Given data Block Start

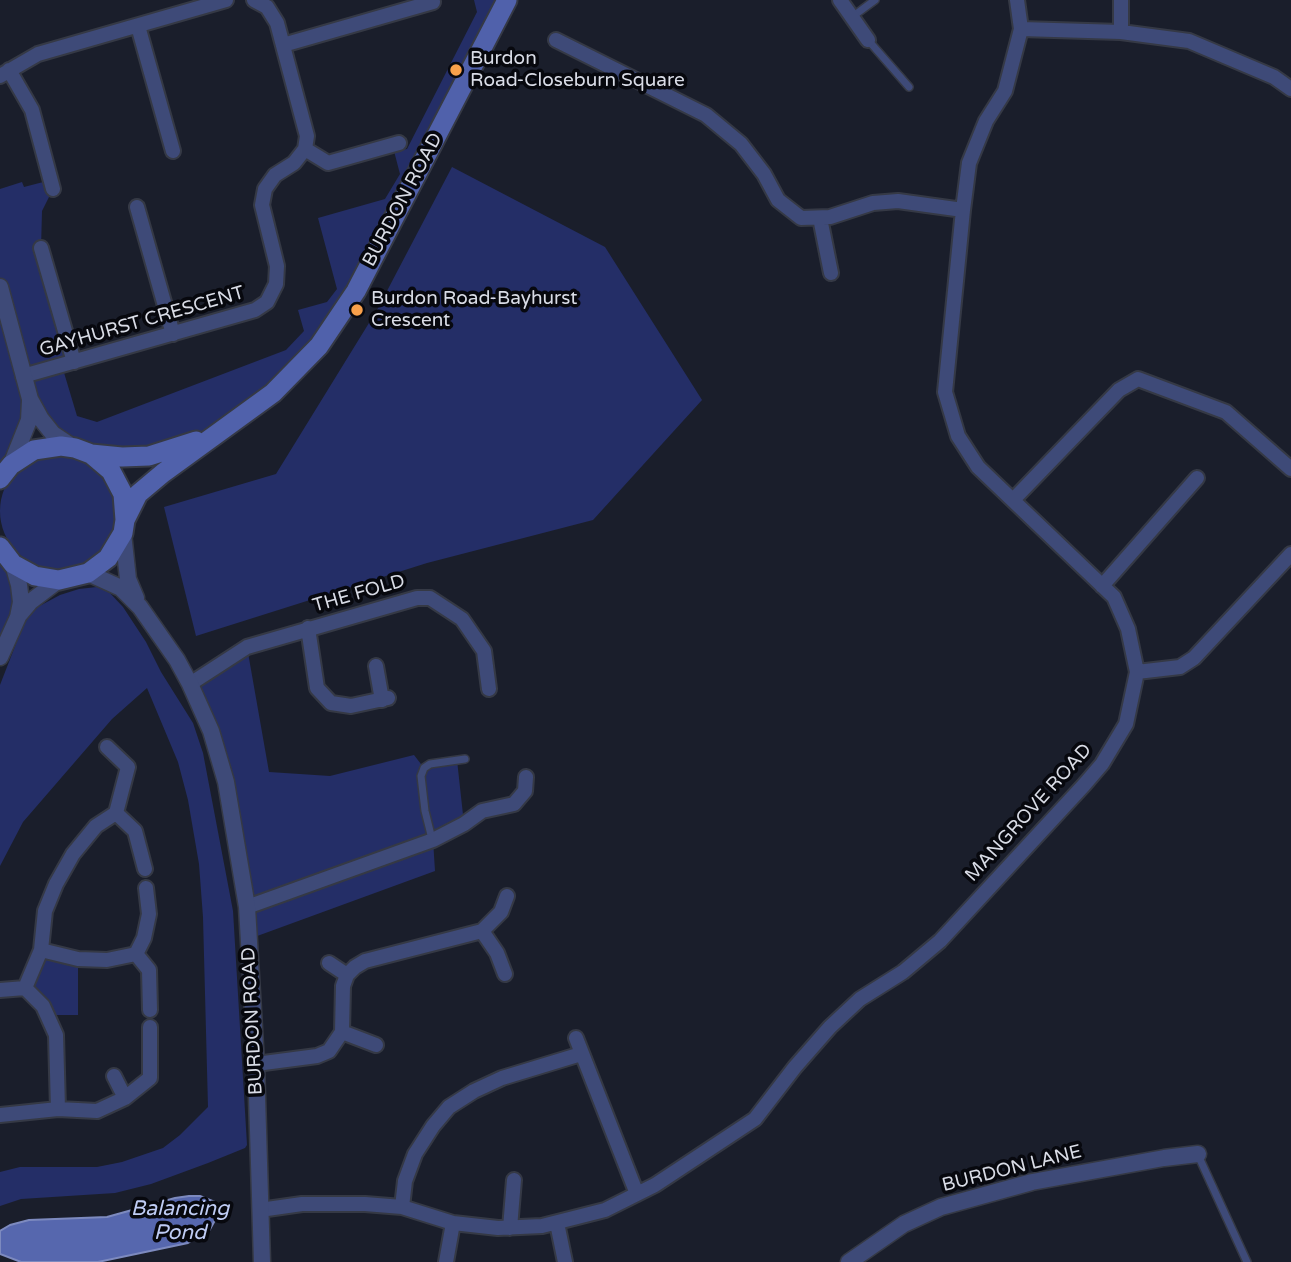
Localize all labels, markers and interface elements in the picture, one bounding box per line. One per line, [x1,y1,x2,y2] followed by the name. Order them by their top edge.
[470,48,685,92] place label: Burdon Road-Closeburn Square
[448,62,464,78] marker: Burdon Road-Closeburn Square
[358,129,448,271] street label: BURDON ROAD
[37,282,247,362] street label: GAYHURST CRESCENT
[371,288,578,332] place label: Burdon Road-Bayhurst Crescent
[349,302,365,318] marker: Burdon Road-Bayhurst Crescent
[310,570,408,618] street label: THE FOLD
[961,739,1097,887] street label: MANGROVE ROAD
[238,946,268,1096] street label: BURDON ROAD
[940,1141,1084,1197] street label: BURDON LANE
[131,1196,229,1246] water label: Balancing Pond

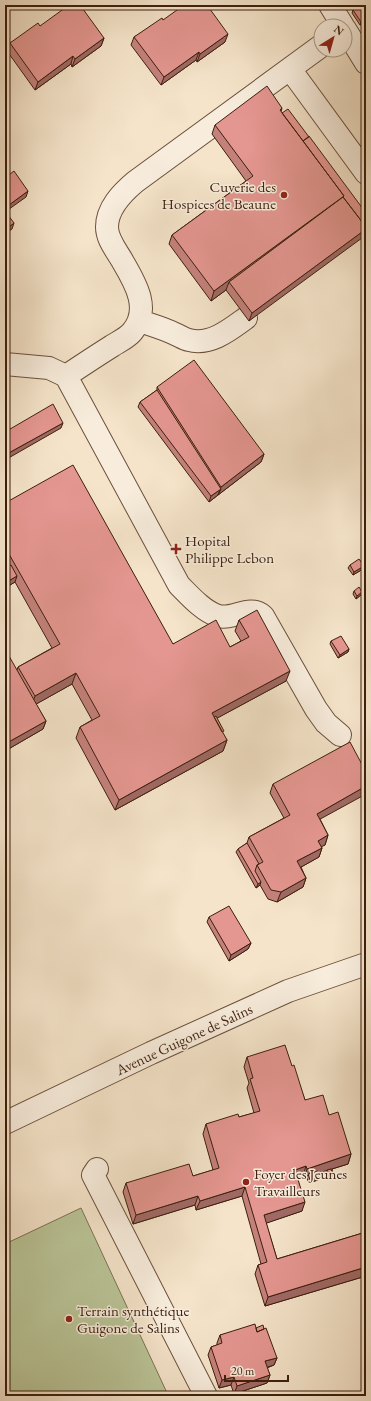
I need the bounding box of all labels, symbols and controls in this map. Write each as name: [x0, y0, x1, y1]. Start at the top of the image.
north arrow: [313, 18, 353, 58]
text: N: [331, 22, 347, 38]
place label: Cuverie des Hospices de Beaune: [162, 177, 276, 213]
marker: Cuverie des Hospices de Beaune: [279, 190, 289, 200]
place label: Hopital Philippe Lebon: [185, 531, 274, 567]
marker: Hopital Philippe Lebon: [170, 543, 182, 555]
street label: Avenue Guigone de Salins: [112, 999, 256, 1079]
place label: Foyer des Jeunes Travailleurs: [254, 1164, 347, 1200]
marker: Foyer des Jeunes Travailleurs: [241, 1177, 251, 1187]
place label: Terrain synthétique Guigone de Salins: [77, 1301, 190, 1337]
marker: Terrain synthétique Guigone de Salins: [64, 1314, 74, 1324]
scale bar: [225, 1357, 288, 1383]
text: 20 m: [231, 1363, 255, 1379]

Given data Block End

Prompt » Each line above must be set down exactly, though no picture should be carried over.

Output »
Localize all labels, markers and interface elements in the picture, one bounding box per line. One per line, [x1,y1,x2,y2] followed by the name. Order them by their top edge.
[470,48,685,92] place label: Burdon Road-Closeburn Square
[448,62,464,78] marker: Burdon Road-Closeburn Square
[358,129,448,271] street label: BURDON ROAD
[37,282,247,362] street label: GAYHURST CRESCENT
[371,288,578,332] place label: Burdon Road-Bayhurst Crescent
[349,302,365,318] marker: Burdon Road-Bayhurst Crescent
[310,570,408,618] street label: THE FOLD
[961,739,1097,887] street label: MANGROVE ROAD
[238,946,268,1096] street label: BURDON ROAD
[940,1141,1084,1197] street label: BURDON LANE
[131,1196,229,1246] water label: Balancing Pond

I need the bounding box of all labels, symbols and controls in this map. Write each as name: [x0, y0, x1, y1]. Start at the top of the image.
north arrow: [313, 18, 353, 58]
text: N: [331, 22, 347, 38]
place label: Cuverie des Hospices de Beaune: [162, 177, 276, 213]
marker: Cuverie des Hospices de Beaune: [279, 190, 289, 200]
place label: Hopital Philippe Lebon: [185, 531, 274, 567]
marker: Hopital Philippe Lebon: [170, 543, 182, 555]
street label: Avenue Guigone de Salins: [112, 999, 256, 1079]
place label: Foyer des Jeunes Travailleurs: [254, 1164, 347, 1200]
marker: Foyer des Jeunes Travailleurs: [241, 1177, 251, 1187]
place label: Terrain synthétique Guigone de Salins: [77, 1301, 190, 1337]
marker: Terrain synthétique Guigone de Salins: [64, 1314, 74, 1324]
scale bar: [225, 1357, 288, 1383]
text: 20 m: [231, 1363, 255, 1379]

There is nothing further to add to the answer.